# Stoppuhr



## bratwurst (26. Apr 2005)

Hallöle,

gleich vorweg, ich bin noch relativer Anfänger, brauche aber Hilfe bei einer Projektarbeit, da unser Lehrer uns trotz mangelnder Kenntnisse unsererseits ins kalte Wasser geworfen hat.

Für diese Projektarbeit benötige ich eine Stoppuhr, die bei einem Klick auf Start zu zählen beginnt, und bei einem Klick auf Stop aufhört zu zählen. Dieser Wert soll dann in der Form "Sekunden" oder hh:mm:ss vorliegen. Nur leider bekomme ich das mit dem Stoppen nicht wirklich hin.

Hat jemand ne Idee eines Ansatzpunktes oder vielleicht mal irgendwo nen fertigen Codeschnippel?
Ich habe dank google zwar schon einiges gefunden, jedoch hatte ich massive Schwierigkeiten bei der Implementierung des Codes.
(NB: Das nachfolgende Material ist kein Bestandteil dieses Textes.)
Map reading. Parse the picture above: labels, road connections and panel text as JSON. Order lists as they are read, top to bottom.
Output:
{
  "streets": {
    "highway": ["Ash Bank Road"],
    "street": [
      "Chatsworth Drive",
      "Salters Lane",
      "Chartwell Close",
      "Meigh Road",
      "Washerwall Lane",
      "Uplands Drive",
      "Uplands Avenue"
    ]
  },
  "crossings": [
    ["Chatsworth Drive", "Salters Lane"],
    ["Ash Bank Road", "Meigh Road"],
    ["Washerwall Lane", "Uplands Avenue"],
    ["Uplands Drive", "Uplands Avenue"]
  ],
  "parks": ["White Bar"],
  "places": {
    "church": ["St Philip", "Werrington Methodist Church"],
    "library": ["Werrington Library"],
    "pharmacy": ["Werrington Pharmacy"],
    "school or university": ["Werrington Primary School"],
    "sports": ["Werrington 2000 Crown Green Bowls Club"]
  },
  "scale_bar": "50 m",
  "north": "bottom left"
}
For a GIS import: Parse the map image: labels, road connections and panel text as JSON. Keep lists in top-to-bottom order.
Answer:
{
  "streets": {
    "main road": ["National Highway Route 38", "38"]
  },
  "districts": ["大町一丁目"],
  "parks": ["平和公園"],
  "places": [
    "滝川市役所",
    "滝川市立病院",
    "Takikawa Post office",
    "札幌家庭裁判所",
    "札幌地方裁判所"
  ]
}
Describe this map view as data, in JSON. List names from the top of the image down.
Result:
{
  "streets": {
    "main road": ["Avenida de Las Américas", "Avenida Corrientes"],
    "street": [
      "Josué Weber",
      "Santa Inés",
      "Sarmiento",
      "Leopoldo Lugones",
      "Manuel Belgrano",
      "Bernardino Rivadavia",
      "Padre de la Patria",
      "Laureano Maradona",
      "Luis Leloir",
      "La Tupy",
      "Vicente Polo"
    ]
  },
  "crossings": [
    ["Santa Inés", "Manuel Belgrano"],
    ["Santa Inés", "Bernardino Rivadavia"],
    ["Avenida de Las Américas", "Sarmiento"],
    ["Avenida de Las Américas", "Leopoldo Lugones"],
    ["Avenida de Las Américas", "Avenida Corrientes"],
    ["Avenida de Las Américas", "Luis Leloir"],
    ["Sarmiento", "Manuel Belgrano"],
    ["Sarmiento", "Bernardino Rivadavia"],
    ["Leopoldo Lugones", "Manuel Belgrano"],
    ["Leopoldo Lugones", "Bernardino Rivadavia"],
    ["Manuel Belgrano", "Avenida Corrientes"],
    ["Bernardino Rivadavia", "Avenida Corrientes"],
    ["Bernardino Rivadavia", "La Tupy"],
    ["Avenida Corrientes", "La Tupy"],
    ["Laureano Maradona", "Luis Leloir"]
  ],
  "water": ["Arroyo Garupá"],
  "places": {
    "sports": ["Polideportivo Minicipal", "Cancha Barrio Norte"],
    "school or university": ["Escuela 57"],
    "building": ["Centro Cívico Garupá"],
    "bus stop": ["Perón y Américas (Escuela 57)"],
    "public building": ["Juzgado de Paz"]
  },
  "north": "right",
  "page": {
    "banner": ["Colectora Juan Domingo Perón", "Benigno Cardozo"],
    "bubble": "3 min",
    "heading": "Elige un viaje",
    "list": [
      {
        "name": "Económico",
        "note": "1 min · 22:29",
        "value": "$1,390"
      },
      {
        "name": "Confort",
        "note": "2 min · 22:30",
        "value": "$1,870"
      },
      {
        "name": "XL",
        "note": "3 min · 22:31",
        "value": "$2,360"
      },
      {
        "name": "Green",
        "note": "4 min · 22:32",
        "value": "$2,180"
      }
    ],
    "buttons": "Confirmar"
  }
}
Wäre schön, wenn mir da jemand helfen könnte.


Vielen Dank im Vorraus,
bratwurst


----------



## thE_29 (26. Apr 2005)

du brauchst java.util.Timer und java.util.TimerTask!

Nen Button der deinen Timer einschaltet, der alle sekunden, millsekunden, etc (was du willst) abläuft und die Zeit raufzählt!

Drückst du nochmal auf den button und der timer ist aktiv, so stoppe ihn und gib aus!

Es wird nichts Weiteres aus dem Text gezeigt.